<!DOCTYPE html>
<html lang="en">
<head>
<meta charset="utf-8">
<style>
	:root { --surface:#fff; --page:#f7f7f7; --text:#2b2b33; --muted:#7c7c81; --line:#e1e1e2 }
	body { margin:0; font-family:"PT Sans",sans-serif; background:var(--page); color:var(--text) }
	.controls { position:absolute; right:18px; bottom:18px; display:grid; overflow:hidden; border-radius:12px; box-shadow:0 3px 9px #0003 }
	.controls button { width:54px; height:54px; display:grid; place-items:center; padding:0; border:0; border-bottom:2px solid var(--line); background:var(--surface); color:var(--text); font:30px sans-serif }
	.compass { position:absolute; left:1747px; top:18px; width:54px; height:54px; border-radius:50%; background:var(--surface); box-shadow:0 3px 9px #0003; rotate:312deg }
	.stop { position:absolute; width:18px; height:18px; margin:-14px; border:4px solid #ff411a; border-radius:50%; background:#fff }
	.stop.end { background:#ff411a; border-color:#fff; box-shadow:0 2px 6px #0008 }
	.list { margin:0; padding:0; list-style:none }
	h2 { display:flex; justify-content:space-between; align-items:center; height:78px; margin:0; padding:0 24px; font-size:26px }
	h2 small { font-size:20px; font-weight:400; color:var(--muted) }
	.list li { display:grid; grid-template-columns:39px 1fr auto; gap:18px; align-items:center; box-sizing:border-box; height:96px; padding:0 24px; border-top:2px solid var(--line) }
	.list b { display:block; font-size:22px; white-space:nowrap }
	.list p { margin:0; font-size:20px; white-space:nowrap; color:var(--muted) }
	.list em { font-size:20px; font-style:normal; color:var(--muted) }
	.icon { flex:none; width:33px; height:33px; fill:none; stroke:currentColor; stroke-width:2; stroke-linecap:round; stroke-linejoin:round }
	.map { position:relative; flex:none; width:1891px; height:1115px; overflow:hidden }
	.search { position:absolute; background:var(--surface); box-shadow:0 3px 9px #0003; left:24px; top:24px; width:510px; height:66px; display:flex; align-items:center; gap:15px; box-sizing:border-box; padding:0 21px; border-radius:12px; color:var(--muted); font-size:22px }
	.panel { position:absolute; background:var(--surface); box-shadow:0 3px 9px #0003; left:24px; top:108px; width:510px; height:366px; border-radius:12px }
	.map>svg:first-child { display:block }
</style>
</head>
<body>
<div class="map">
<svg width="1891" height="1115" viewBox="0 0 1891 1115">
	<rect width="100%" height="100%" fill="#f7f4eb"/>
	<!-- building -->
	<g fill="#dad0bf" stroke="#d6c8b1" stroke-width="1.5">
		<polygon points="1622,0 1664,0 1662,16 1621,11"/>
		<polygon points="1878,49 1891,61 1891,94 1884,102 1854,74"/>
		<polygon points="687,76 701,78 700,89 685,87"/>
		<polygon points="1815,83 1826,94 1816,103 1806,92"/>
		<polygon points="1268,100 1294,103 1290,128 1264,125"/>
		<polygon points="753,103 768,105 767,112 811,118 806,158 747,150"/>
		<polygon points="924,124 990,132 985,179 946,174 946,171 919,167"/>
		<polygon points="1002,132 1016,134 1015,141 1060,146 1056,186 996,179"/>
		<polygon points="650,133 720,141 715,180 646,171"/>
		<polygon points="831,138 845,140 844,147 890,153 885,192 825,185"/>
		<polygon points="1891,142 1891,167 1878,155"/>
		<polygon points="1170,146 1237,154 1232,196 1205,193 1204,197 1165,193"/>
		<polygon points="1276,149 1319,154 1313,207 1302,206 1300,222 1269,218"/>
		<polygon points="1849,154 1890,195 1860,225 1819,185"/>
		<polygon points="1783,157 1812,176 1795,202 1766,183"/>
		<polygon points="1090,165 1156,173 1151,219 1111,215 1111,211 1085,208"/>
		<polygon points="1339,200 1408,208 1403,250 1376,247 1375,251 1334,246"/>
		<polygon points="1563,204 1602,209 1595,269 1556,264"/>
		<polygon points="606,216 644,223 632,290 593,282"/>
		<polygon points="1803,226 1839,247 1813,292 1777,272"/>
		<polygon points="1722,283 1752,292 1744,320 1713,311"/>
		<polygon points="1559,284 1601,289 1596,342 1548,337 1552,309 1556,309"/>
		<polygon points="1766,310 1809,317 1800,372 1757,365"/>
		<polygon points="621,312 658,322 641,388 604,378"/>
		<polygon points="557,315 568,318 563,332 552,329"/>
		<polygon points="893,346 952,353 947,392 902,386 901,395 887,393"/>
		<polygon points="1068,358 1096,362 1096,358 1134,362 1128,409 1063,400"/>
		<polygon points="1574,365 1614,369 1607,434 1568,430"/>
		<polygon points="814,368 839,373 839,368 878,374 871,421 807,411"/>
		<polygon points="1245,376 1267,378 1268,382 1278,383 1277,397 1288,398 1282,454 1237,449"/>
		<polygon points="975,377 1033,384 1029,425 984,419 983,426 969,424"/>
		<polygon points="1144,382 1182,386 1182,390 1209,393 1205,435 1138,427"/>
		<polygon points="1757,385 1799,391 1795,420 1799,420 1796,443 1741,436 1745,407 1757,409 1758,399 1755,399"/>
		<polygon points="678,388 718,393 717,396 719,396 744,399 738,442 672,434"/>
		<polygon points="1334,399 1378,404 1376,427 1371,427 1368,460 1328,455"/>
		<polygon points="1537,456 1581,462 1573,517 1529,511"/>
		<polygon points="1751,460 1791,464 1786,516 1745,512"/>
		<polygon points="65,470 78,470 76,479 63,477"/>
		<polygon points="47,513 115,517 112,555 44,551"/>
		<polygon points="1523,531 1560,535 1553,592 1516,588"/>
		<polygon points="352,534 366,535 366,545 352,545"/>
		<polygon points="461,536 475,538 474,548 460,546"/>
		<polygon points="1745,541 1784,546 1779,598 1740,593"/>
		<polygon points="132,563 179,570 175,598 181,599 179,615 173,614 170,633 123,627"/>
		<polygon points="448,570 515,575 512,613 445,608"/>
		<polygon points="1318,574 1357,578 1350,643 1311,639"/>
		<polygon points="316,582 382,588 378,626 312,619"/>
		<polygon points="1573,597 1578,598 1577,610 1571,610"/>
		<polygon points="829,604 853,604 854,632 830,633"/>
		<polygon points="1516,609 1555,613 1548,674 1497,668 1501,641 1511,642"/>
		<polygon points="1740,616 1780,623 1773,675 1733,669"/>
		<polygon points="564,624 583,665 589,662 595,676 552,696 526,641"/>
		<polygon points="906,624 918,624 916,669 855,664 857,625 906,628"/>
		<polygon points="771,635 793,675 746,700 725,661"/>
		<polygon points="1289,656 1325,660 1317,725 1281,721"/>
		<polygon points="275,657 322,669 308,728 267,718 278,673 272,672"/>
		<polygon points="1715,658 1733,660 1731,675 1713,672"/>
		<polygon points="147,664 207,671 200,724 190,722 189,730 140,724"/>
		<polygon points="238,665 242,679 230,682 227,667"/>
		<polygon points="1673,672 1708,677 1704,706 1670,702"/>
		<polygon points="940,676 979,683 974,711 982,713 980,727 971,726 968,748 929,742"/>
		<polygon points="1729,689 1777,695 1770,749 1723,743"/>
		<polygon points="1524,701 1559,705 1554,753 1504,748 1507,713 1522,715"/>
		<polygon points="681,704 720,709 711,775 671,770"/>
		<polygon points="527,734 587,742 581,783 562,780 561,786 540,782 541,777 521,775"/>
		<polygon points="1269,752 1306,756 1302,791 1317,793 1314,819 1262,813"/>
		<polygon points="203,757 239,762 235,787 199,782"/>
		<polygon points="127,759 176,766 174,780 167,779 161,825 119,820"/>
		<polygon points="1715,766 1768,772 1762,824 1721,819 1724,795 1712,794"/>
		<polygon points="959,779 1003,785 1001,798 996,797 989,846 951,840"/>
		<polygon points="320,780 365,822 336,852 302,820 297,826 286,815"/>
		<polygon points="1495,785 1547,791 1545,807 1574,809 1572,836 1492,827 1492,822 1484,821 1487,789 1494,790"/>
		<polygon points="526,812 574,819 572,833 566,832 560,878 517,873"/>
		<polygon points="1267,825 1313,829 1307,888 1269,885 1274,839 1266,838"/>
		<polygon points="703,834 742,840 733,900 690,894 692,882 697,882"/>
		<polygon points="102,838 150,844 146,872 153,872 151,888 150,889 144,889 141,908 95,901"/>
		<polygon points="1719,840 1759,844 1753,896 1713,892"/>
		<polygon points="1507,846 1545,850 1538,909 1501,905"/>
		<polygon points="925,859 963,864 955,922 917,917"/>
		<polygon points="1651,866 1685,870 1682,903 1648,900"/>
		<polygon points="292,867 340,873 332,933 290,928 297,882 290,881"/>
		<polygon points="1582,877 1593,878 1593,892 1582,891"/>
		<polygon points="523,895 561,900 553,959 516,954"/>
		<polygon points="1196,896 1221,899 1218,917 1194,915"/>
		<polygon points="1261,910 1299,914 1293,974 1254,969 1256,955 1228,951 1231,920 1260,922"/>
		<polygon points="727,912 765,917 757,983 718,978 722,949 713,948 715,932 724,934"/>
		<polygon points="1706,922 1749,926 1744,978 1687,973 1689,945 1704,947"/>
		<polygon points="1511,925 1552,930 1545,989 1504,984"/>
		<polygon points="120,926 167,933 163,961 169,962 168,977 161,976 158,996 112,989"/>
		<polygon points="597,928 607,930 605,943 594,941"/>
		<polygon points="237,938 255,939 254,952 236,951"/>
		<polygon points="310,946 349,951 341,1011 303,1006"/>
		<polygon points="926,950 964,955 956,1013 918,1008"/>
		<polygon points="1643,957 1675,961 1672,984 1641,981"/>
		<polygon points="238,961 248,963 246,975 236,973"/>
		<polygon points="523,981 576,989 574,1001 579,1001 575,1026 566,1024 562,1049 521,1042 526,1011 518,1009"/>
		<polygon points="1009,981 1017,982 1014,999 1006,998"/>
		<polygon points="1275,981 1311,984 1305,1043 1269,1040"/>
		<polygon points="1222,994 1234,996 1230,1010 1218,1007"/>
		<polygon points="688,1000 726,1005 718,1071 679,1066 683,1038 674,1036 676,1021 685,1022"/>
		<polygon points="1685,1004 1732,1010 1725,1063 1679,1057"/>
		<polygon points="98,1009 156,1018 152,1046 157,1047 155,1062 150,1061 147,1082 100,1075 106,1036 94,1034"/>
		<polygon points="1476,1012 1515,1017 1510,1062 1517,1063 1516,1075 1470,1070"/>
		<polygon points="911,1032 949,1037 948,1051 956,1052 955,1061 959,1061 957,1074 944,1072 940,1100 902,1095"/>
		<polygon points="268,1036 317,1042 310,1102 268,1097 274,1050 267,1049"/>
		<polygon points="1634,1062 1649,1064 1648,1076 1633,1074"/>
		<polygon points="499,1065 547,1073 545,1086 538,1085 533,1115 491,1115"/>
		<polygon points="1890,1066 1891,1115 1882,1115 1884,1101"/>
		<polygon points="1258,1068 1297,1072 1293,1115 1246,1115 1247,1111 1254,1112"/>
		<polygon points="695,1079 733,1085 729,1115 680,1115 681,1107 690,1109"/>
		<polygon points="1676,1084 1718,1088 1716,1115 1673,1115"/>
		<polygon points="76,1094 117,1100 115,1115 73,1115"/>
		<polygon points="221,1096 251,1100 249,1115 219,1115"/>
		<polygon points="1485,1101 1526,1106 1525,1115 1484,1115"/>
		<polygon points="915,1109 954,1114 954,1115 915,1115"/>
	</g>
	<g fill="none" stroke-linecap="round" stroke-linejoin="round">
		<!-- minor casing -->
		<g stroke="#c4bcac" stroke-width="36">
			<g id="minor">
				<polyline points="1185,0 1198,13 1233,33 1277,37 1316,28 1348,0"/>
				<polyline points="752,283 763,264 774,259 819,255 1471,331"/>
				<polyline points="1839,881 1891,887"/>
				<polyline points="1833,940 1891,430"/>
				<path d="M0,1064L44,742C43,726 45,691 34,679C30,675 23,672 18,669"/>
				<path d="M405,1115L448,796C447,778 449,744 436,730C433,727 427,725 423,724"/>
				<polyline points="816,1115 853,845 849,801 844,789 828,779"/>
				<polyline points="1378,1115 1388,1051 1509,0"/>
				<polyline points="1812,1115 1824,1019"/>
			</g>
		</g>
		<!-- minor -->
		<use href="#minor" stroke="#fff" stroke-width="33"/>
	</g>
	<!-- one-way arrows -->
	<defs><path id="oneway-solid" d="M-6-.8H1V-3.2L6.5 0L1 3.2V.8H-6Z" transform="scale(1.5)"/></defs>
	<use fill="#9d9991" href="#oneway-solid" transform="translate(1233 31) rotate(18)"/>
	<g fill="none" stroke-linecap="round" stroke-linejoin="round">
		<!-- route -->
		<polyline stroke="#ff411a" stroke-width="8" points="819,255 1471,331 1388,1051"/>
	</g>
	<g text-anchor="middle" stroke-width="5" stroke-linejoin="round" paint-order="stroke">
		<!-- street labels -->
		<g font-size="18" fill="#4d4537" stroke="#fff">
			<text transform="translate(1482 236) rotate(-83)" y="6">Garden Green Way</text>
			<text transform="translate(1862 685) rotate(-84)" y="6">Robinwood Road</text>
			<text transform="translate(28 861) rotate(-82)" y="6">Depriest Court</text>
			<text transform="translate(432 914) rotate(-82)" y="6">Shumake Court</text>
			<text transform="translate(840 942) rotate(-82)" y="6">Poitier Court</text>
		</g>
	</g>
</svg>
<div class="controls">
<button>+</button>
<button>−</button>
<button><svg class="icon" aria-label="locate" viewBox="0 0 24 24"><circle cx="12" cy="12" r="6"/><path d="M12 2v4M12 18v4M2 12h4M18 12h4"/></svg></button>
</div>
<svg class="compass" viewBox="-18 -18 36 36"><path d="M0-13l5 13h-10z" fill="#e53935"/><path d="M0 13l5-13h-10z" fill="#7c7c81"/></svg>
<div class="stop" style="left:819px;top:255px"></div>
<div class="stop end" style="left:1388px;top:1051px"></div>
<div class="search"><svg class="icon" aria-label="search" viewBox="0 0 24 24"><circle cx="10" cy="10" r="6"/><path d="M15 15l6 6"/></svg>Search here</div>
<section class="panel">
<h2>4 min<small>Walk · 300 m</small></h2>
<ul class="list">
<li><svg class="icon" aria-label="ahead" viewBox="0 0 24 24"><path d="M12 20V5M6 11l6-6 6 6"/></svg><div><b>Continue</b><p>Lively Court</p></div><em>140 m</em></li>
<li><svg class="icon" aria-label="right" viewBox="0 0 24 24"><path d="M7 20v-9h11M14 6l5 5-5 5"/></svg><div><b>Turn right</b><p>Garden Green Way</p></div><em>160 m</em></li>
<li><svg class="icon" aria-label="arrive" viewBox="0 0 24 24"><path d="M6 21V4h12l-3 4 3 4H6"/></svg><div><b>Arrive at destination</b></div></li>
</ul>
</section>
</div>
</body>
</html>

====================

# [PROBLEM STATEMENT]
From the listing above, output exactly the run of lines that starts with the line containing "display:block; font-size:22px; white-space:nowrap" and ends with the line containing "flex:none; width:33px; height:33px;".

# [EXERCISE RESPONSE]
	.list b { display:block; font-size:22px; white-space:nowrap }
	.list p { margin:0; font-size:20px; white-space:nowrap; color:var(--muted) }
	.list em { font-size:20px; font-style:normal; color:var(--muted) }
	.icon { flex:none; width:33px; height:33px; fill:none; stroke:currentColor; stroke-width:2; stroke-linecap:round; stroke-linejoin:round }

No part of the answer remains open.